> [WHAT IS NEEDED] Scan the data below for lines holding the word "solid", and copy each line found.
--------
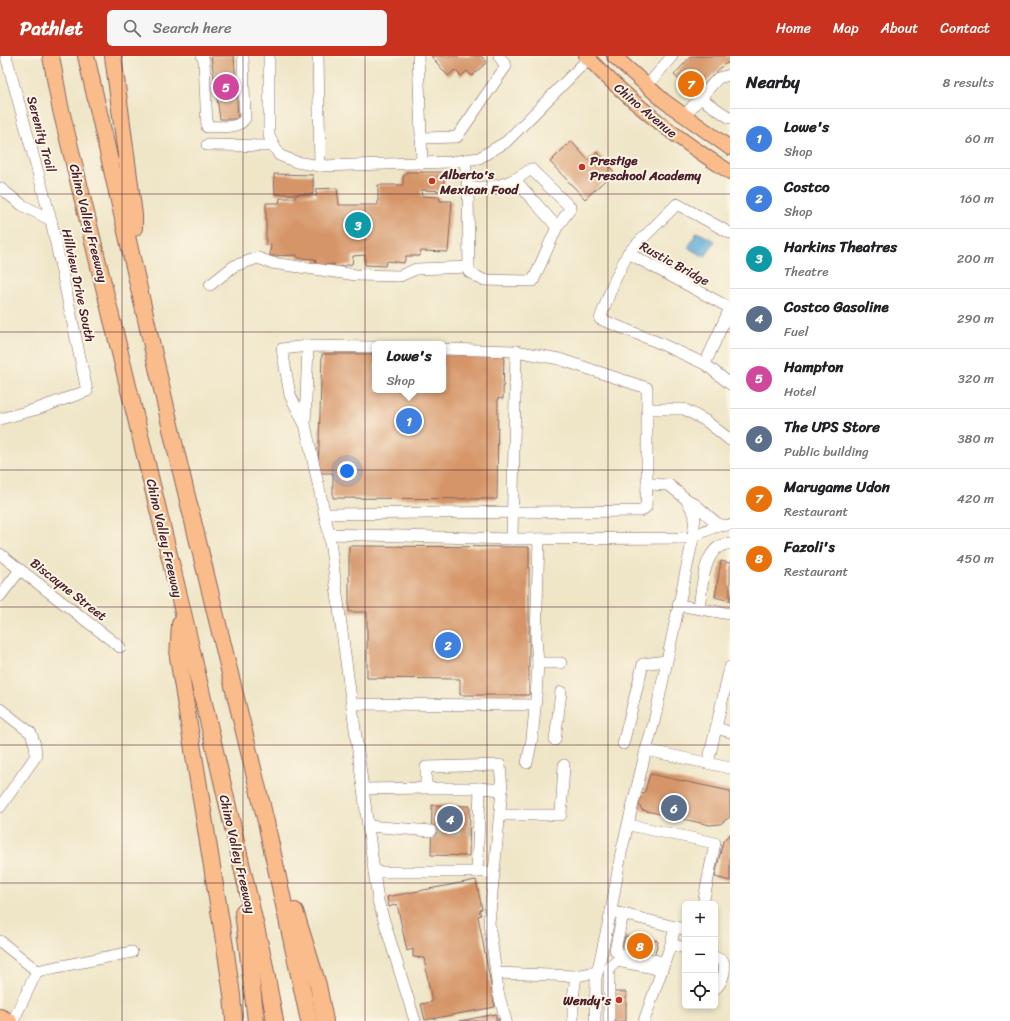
<!DOCTYPE html>
<meta charset="utf-8">
<style>
:root{--surface:#fff;--page:#f6f6f6;--text:#202124;--muted:#757577;--line:#e0e0e0;--accent:#c8321e}
body{margin:0;font-family:Sriracha,sans-serif;background:var(--page);color:var(--text)}
.controls{position:absolute;right:12px;bottom:12px;display:grid;overflow:hidden;border-radius:6px;box-shadow:0 2px 6px #0003}
.controls button{width:36px;height:36px;display:grid;place-items:center;padding:0;border:0;border-bottom:1px solid var(--line);background:var(--surface);color:var(--text);font:20px sans-serif}
.you{position:absolute;left:347px;top:415px;width:14px;height:14px;margin:-10px;border:3px solid #fff;border-radius:50%;background:#1a73e8;box-shadow:0 0 0 6px #1a73e833}
.badge{display:grid;place-items:center;width:26px;height:26px;border-radius:50%;background:var(--accent);color:#fff;font-size:13px;font-weight:700}
.pin{position:absolute;translate:-50% -50%;border:2px solid #fff;box-shadow:0 1px 4px #0006}
.popup{position:absolute;left:372px;top:285px;width:74px;height:52px;box-sizing:border-box;display:grid;place-content:center;border-radius:6px;background:var(--surface);filter:drop-shadow(0 1px 3px #0005);font-size:13px;white-space:nowrap;color:var(--muted)}
.popup b{font-size:15px;color:var(--text)}
.popup::after{content:'';position:absolute;left:50%;top:100%;margin-left:-8px;border:8px solid transparent;border-top-color:var(--surface)}
.list{margin:0;padding:0;list-style:none}
h2{display:flex;justify-content:space-between;align-items:center;height:52px;margin:0;padding:0 16px;font-size:17px}
h2 small{font-size:13px;font-weight:400;color:var(--muted)}
.list li{display:grid;grid-template-columns:26px 1fr auto;gap:12px;align-items:center;box-sizing:border-box;height:60px;padding:0 16px;border-top:1px solid var(--line)}
.list b{display:block;font-size:15px;white-space:nowrap}
.list p{margin:0;font-size:13px;white-space:nowrap;color:var(--muted)}
.list em{font-size:13px;font-style:normal;color:var(--muted)}
.icon{flex:none;width:22px;height:22px;fill:none;stroke:currentColor;stroke-width:2;stroke-linecap:round;stroke-linejoin:round}
.map{position:relative;flex:none;width:730px;height:965px;overflow:hidden}
header{display:flex;align-items:center;gap:24px;box-sizing:border-box;height:56px;padding:0 20px;background:var(--accent);color:#fff}
header strong{font-size:19px}
nav{display:flex;gap:22px;margin-inline-start:auto;font-size:14px}
.search{width:280px;height:36px;background:var(--page);display:flex;align-items:center;gap:10px;box-sizing:border-box;padding:0 14px;border-radius:6px;color:var(--muted);font-size:15px}
main{display:flex}
aside{flex:1;background:var(--surface)}
.map>svg:first-child{display:block}
</style>
<header>
<strong>Pathlet</strong>
<div class="search"><svg class="icon" aria-label="search" viewBox="0 0 24 24"><circle cx="10" cy="10" r="6"/><path d="M15 15l6 6"/></svg>Search here</div>
<nav><a>Home</a><a>Map</a><a>About</a><a>Contact</a></nav>
</header>
<main>
<div class="map">
<svg width="730" height="965" viewBox="0 0 730 965">
<rect width="100%" height="100%" fill="#fcf5e5"/>
<filter id="ink" filterUnits="userSpaceOnUse"><feTurbulence type="fractalNoise" baseFrequency=".025" numOctaves="2"/><feDisplacementMap in="SourceGraphic" scale="8" xChannelSelector="R" yChannelSelector="G"/><feConvolveMatrix kernelMatrix="1 2 1 2 8 2 1 2 1" color-interpolation-filters="sRGB"/></filter>
<filter id="wash" filterUnits="userSpaceOnUse"><feTurbulence type="fractalNoise" baseFrequency=".012" numOctaves="4" result="noise"/><feDisplacementMap in="SourceGraphic" scale="16" xChannelSelector="R" yChannelSelector="G"/><feGaussianBlur stdDeviation="0.9" result="paint"/><feColorMatrix in="noise" values="0 0 0 0 0 0 0 0 0 0 0 0 0 0 0 0 0 1.4 0 .05"/><feComposite in="paint" operator="in"/></filter>
<g filter="url(#wash)">
<rect width="100%" height="100%" fill="#efe6c8"/>
<path fill="#5eaad7" stroke="#546481" d="M697,176L715,185L705,201L688,192Z"/>
<g id="blocks">
<g fill="#d69567">
<path d="M211,0H234L238,63H220Z"/>
<path d="M431,0H481L487,6L472,20L467,15L461,20L455,14L448,20Z"/>
<path d="M691,0H730V6L723,9L694,39L674,19Z"/>
<path d="M571,85L588,104L597,96L614,116L585,143L550,106Z"/>
<path d="M407,116H444V135L421,134L422,140L439,141L440,145H452L448,196L421,195L420,200H406L404,207L387,205L385,210L365,209V199L353,200L352,208L334,212V208L317,209L315,203L298,202L297,199L270,200L271,188L266,189V147H279L280,142H295L297,138L317,140L315,133L337,132L339,149H378V129H403V121Z"/>
<path d="M274,118L313,119V138H275Z"/>
<path d="M504,297L503,343L498,342L497,443L333,442V417H318L322,298H375V334H443V298Z"/>
<path d="M349,490L529,491V639H460V623L367,622V556H349Z"/>
<path d="M721,505L730,507V545L715,541Z"/>
<path d="M650,718L730,735V761L720,768L710,769L642,754L639,749L640,737L644,738Z"/>
<path d="M432,749L470,750L469,800L431,799Z"/>
<path d="M730,778V825L715,821L723,785Z"/>
<path d="M476,824L482,853L479,854L481,859L478,860L495,951L425,964L421,948L432,946L424,902L413,901V893L407,895L397,848L389,851L387,841Z"/>
<path d="M625,880L642,882L643,884L653,886L656,884L658,886L654,901L621,895Z"/>
<path d="M612,936H626V965H613Z"/>
<path d="M496,958V963H499V965H459Z"/>
</g>
</g>
</g>
<g filter="url(#ink)">
<use href="#blocks" fill-opacity="0" stroke="#846562" stroke-width="1"/>
<g fill="none" stroke-linecap="round" stroke-linejoin="round">
<path stroke="#cebea9" stroke-width="11" stroke-dasharray="11 5.5" stroke-linecap="butt" d="M431,775L469,776"/>
<defs>
<g id="minor">
<path d="M6,0L51,164"/>
<path d="M202,0L204,5L207,71C219,70 239,74 245,62L243,0"/>
<path d="M269,0V80L279,99L296,106L320,110L451,106L479,102L506,86L591,0"/>
<path d="M318,0L320,110"/>
<path d="M418,0L422,107"/>
<path d="M647,30L672,0"/>
<path d="M700,42L730,62"/>
<path d="M684,60L718,22L730,19"/>
<path d="M421,82L457,81L506,10L499,0"/>
<path d="M207,89L274,90"/>
<path d="M465,104L468,132C495,131 508,130 531,113L571,152L557,171L533,225L483,224L469,216L468,132"/>
<path d="M515,124L557,171"/>
<path d="M0,132L22,149L51,164L87,335L37,353L0,363"/>
<path d="M730,177L677,148L628,197L613,228L600,263L657,286L705,308L730,328"/>
<path d="M628,197L730,252"/>
<path d="M210,229L234,210L258,202L272,207L356,219L400,220L416,213L469,211"/>
<path d="M308,290L305,368L329,478L378,845L415,965"/>
<path d="M443,293L516,295"/>
<path d="M705,308L730,252"/>
<path d="M648,353H684L706,365L730,384"/>
<path d="M304,367L290,339L282,293L308,290L375,291"/>
<path d="M686,443C700,449 707,461 720,469"/>
<path d="M325,458L641,455L646,451L647,428"/>
<path d="M329,478L512,483L693,482C704,474 716,469 730,469"/>
<path d="M512,483L516,295L559,303L647,332V428L669,429L686,443L695,459L693,482L654,666L646,694L621,797L611,855L596,922L595,965"/>
<path d="M0,498L120,591"/>
<path d="M0,540L20,514"/>
<path d="M678,549L730,558"/>
<path d="M699,552C702,533 703,487 730,488"/>
<path d="M538,607H561"/>
<path d="M352,648L535,649"/>
<path d="M0,653L31,677L35,689L36,700L0,751"/>
<path d="M716,672L730,676"/>
<path d="M555,684L561,636"/>
<path d="M623,688L643,608L666,605"/>
<path d="M646,694L730,712"/>
<path d="M527,707L532,683L536,642L538,607L536,581L539,483"/>
<path d="M708,707L730,611"/>
<path d="M363,733L426,732V711L500,709L502,734L480,732H426"/>
<path d="M502,734L489,867L496,917L576,920L597,916"/>
<path d="M500,759H561L564,709"/>
<path d="M629,769L715,787L703,848"/>
<path d="M368,770L431,775"/>
<path d="M374,816H493"/>
<path d="M477,816L480,732"/>
<path d="M611,855L675,871L671,888L644,965"/>
<path d="M623,858L615,894L619,898L664,906"/>
<path d="M675,871L685,873"/>
<path d="M0,885L37,915"/>
<path d="M671,888L685,892"/>
<path d="M715,901L723,905C727,914 722,927 715,933"/>
<path d="M37,915L132,896"/>
<path d="M496,917L498,936L506,965"/>
<path d="M13,965L37,915"/>
<path d="M573,965V942L576,920"/>
<path d="M609,965V912L617,905L654,912L661,916"/>
</g>
<g id="major">
<path d="M586,0C629,45 677,83 730,116"/>
<path d="M614,0L664,45L730,92"/>
<path d="M0,960L10,965"/>
</g>
<g id="highway">
<path d="M51,0L60,50L181,548L264,906L275,965"/>
<path d="M86,0L176,395L266,766L309,965"/>
<path d="M113,0L134,159V172"/>
<path d="M180,568L178,601L226,897L232,939L234,965"/>
<path d="M295,855L318,929L325,965"/>
<path d="M243,856L256,965"/>
</g>
</defs>
<use href="#minor" stroke="#846562" stroke-width="12"/>
<use href="#major" stroke="#846562" stroke-width="16"/>
<use href="#highway" stroke="#846562" stroke-width="18"/>
<use href="#minor" stroke="#fff" stroke-width="11"/>
<use href="#major" stroke="#fabc8b" stroke-width="14"/>
<use href="#highway" stroke="#fabc8b" stroke-width="16"/>
</g>
</g>
<path fill="none" stroke="#4a1f2b" stroke-width="1" stroke-opacity="0.55" d="M122,0V965M243,0V965M365,0V965M487,0V965M608,0V965M0,138H730M0,276H730M0,414H730M0,551H730M0,689H730M0,827H730"/>
<g fill="#c8321e" stroke="#fcf5e5" stroke-width="1.5">
<circle cx="582" cy="111" r="4"/>
<circle cx="432" cy="125" r="4"/>
<circle cx="619" cy="944" r="4"/>
</g>
<g text-anchor="middle" stroke-width="4" stroke-linejoin="round" paint-order="stroke">
<g font-size="13" fill="#4a1f2b" stroke="#fcf5e5">
<text transform="translate(646 54) rotate(40)" y="5">Chino Avenue</text>
<text transform="translate(42 78) rotate(75)" y="5">Serenity Trail</text>
<text transform="translate(89 167) rotate(76)" y="5">Chino Valley Freeway</text>
<text transform="translate(675 207) rotate(29)" y="5">Rustic Bridge</text>
<text transform="translate(79 229) rotate(78)" y="5">Hillview Drive South</text>
<text transform="translate(165 482) rotate(77)" y="5">Chino Valley Freeway</text>
<text transform="translate(69 533) rotate(38)" y="5">Biscayne Street</text>
<text transform="translate(238 798) rotate(77)" y="5">Chino Valley Freeway</text>
</g>
<g font-size="13" font-weight="bold" fill="#4a1f2b" stroke="#fcf5e5" text-anchor="start">
<text x="590" y="109">Prestige<tspan x="590" dy="15">Preschool Academy</tspan></text>
<text x="440" y="123">Alberto's<tspan x="440" dy="15">Mexican Food</tspan></text>
<text x="611" y="949" text-anchor="end">Wendy's</text>
</g>
</g>
</svg>
<div class="controls">
<button>+</button>
<button>−</button>
<button><svg class="icon" aria-label="locate" viewBox="0 0 24 24"><circle cx="12" cy="12" r="6"/><path d="M12 2v4M12 18v4M2 12h4M18 12h4"/></svg></button>
</div>
<div class="you"></div>
<div class="pin badge" style="left:409px;top:365px;background:#3f7fe0">1</div>
<div class="popup"><b>Lowe's</b>Shop</div>
<div class="pin badge" style="left:448px;top:589px;background:#3f7fe0">2</div>
<div class="pin badge" style="left:358px;top:169px;background:#0f9aa8">3</div>
<div class="pin badge" style="left:450px;top:763px;background:#5c6f8a">4</div>
<div class="pin badge" style="left:226px;top:31px;background:#d1479c">5</div>
<div class="pin badge" style="left:674px;top:752px;background:#5c6f8a">6</div>
<div class="pin badge" style="left:691px;top:28px;background:#e8710a">7</div>
<div class="pin badge" style="left:640px;top:890px;background:#e8710a">8</div>
</div>
<aside>
<h2>Nearby<small>8 results</small></h2>
<ul class="list">
<li><span class="badge" style="background:#3f7fe0">1</span><div><b>Lowe's</b><p>Shop</p></div><em>60 m</em></li>
<li><span class="badge" style="background:#3f7fe0">2</span><div><b>Costco</b><p>Shop</p></div><em>160 m</em></li>
<li><span class="badge" style="background:#0f9aa8">3</span><div><b>Harkins Theatres</b><p>Theatre</p></div><em>200 m</em></li>
<li><span class="badge" style="background:#5c6f8a">4</span><div><b>Costco Gasoline</b><p>Fuel</p></div><em>290 m</em></li>
<li><span class="badge" style="background:#d1479c">5</span><div><b>Hampton</b><p>Hotel</p></div><em>320 m</em></li>
<li><span class="badge" style="background:#5c6f8a">6</span><div><b>The UPS Store</b><p>Public building</p></div><em>380 m</em></li>
<li><span class="badge" style="background:#e8710a">7</span><div><b>Marugame Udon</b><p>Restaurant</p></div><em>420 m</em></li>
<li><span class="badge" style="background:#e8710a">8</span><div><b>Fazoli's</b><p>Restaurant</p></div><em>450 m</em></li>
</ul>
</aside>
</main>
--------
> [COMPLETED TASK]
.controls button{width:36px;height:36px;display:grid;place-items:center;padding:0;border:0;border-bottom:1px solid var(--line);background:var(--surface);color:var(--text);font:20px sans-serif}
.you{position:absolute;left:347px;top:415px;width:14px;height:14px;margin:-10px;border:3px solid #fff;border-radius:50%;background:#1a73e8;box-shadow:0 0 0 6px #1a73e833}
.pin{position:absolute;translate:-50% -50%;border:2px solid #fff;box-shadow:0 1px 4px #0006}
.popup::after{content:'';position:absolute;left:50%;top:100%;margin-left:-8px;border:8px solid transparent;border-top-color:var(--surface)}
.list li{display:grid;grid-template-columns:26px 1fr auto;gap:12px;align-items:center;box-sizing:border-box;height:60px;padding:0 16px;border-top:1px solid var(--line)}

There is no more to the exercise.